PROBLEM STATEMENT » Drop the pictures from the entries below, then reproduce the rest exactly.

DATA »
=====

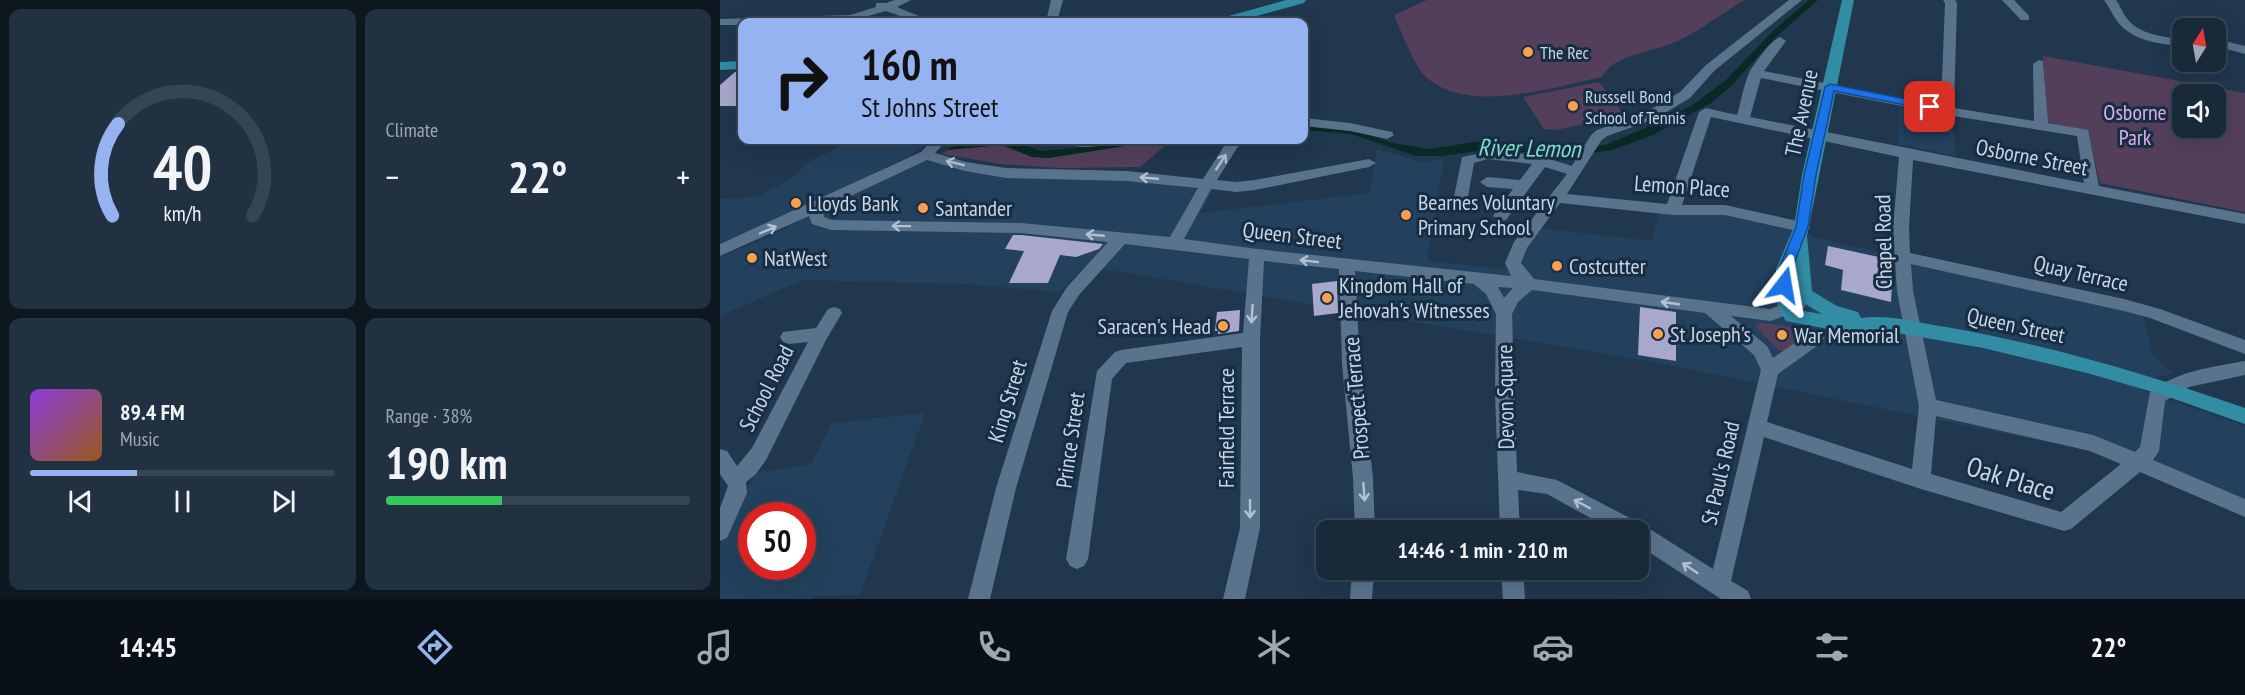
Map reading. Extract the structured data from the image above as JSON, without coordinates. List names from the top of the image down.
{
  "streets": {
    "main road": ["The Avenue", "Queen Street"],
    "street": [
      "Osborne Street",
      "Lemon Place",
      "Chapel Road",
      "Quay Terrace",
      "School Road",
      "Devon Square",
      "Prospect Terrace",
      "King Street",
      "Fairfield Terrace",
      "Prince Street",
      "St Paul's Road",
      "Oak Place"
    ]
  },
  "crossings": [
    ["The Avenue", "Osborne Street"],
    ["The Avenue", "Lemon Place"],
    ["The Avenue", "Queen Street"],
    ["Osborne Street", "Lemon Place"],
    ["Osborne Street", "Chapel Road"],
    ["Queen Street", "Chapel Road"],
    ["Queen Street", "Devon Square"],
    ["Queen Street", "Prospect Terrace"],
    ["Queen Street", "King Street"],
    ["Queen Street", "Fairfield Terrace"],
    ["Queen Street", "Oak Place"],
    ["Chapel Road", "Quay Terrace"],
    ["Fairfield Terrace", "Prince Street"],
    ["St Paul's Road", "Oak Place"]
  ],
  "one_way": ["Prospect Terrace", "Fairfield Terrace"],
  "water": ["River Lemon"],
  "parks": ["Osborne Park"],
  "places": [
    "The Rec",
    "Russsell Bond School of Tennis",
    "Lloyds Bank",
    "Santander",
    "Bearnes Voluntary Primary School",
    "NatWest",
    "Costcutter",
    "Kingdom Hall of Jehovah's Witnesses",
    "Saracen's Head",
    "St Joseph's",
    "War Memorial"
  ],
  "north": "top",
  "page": {
    "tile": [
      "Climate",
      ["Range · 38%", "190 km"]
    ],
    "turn": ["160 m", "St Johns Street"],
    "heat": ["−", "22°", "+"],
    "song": ["89.4 FM", "Music"],
    "limit": "50",
    "trip": "14:46 · 1 min · 210 m",
    "tabs": ["14:45", "22°"],
    "gauge": ["40", "km/h"]
  }
}
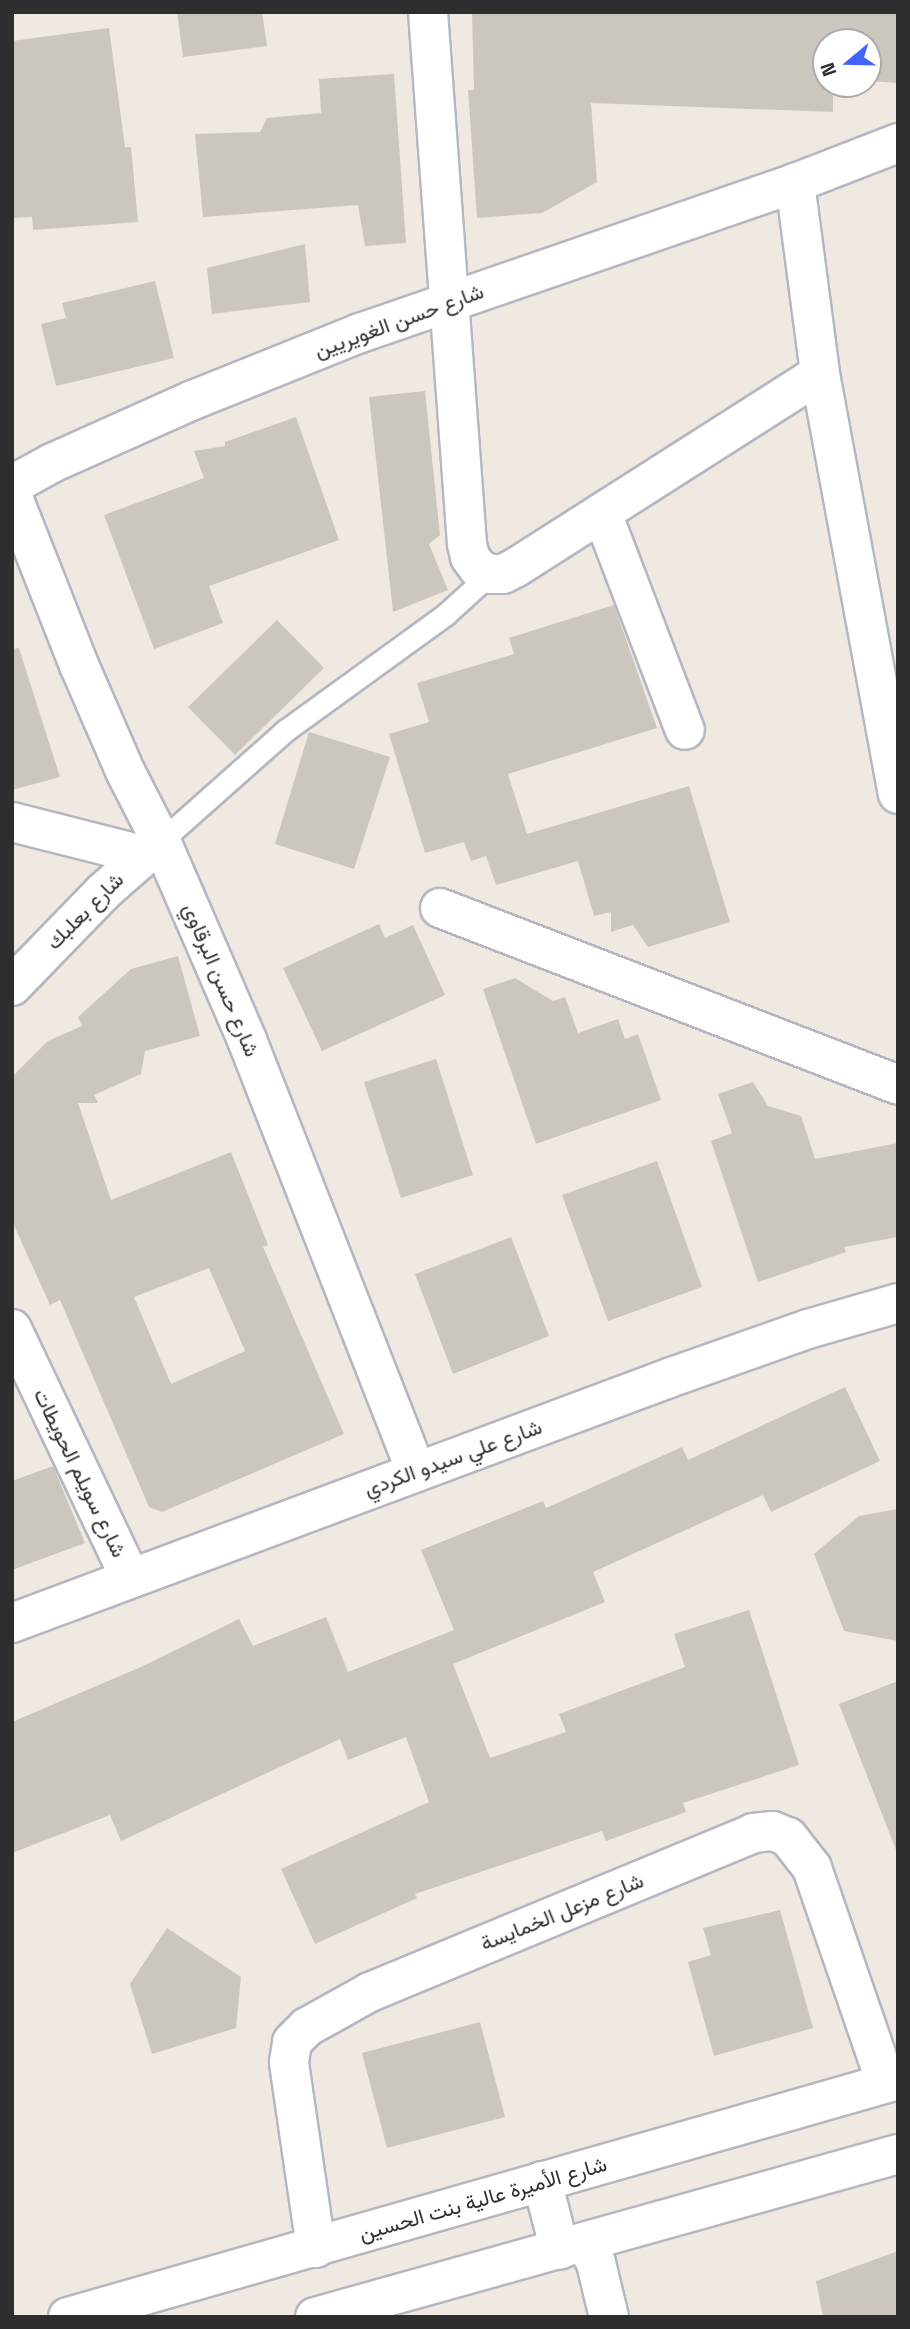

=====

PROBLEM SOLUTION »
Map reading. Extract the structured data from the image above as JSON, without coordinates. List names from the top of the image down.
{
  "streets": {
    "main road": ["The Avenue", "Queen Street"],
    "street": [
      "Osborne Street",
      "Lemon Place",
      "Chapel Road",
      "Quay Terrace",
      "School Road",
      "Devon Square",
      "Prospect Terrace",
      "King Street",
      "Fairfield Terrace",
      "Prince Street",
      "St Paul's Road",
      "Oak Place"
    ]
  },
  "crossings": [
    ["The Avenue", "Osborne Street"],
    ["The Avenue", "Lemon Place"],
    ["The Avenue", "Queen Street"],
    ["Osborne Street", "Lemon Place"],
    ["Osborne Street", "Chapel Road"],
    ["Queen Street", "Chapel Road"],
    ["Queen Street", "Devon Square"],
    ["Queen Street", "Prospect Terrace"],
    ["Queen Street", "King Street"],
    ["Queen Street", "Fairfield Terrace"],
    ["Queen Street", "Oak Place"],
    ["Chapel Road", "Quay Terrace"],
    ["Fairfield Terrace", "Prince Street"],
    ["St Paul's Road", "Oak Place"]
  ],
  "one_way": ["Prospect Terrace", "Fairfield Terrace"],
  "water": ["River Lemon"],
  "parks": ["Osborne Park"],
  "places": [
    "The Rec",
    "Russsell Bond School of Tennis",
    "Lloyds Bank",
    "Santander",
    "Bearnes Voluntary Primary School",
    "NatWest",
    "Costcutter",
    "Kingdom Hall of Jehovah's Witnesses",
    "Saracen's Head",
    "St Joseph's",
    "War Memorial"
  ],
  "north": "top",
  "page": {
    "tile": [
      "Climate",
      ["Range · 38%", "190 km"]
    ],
    "turn": ["160 m", "St Johns Street"],
    "heat": ["−", "22°", "+"],
    "song": ["89.4 FM", "Music"],
    "limit": "50",
    "trip": "14:46 · 1 min · 210 m",
    "tabs": ["14:45", "22°"],
    "gauge": ["40", "km/h"]
  }
}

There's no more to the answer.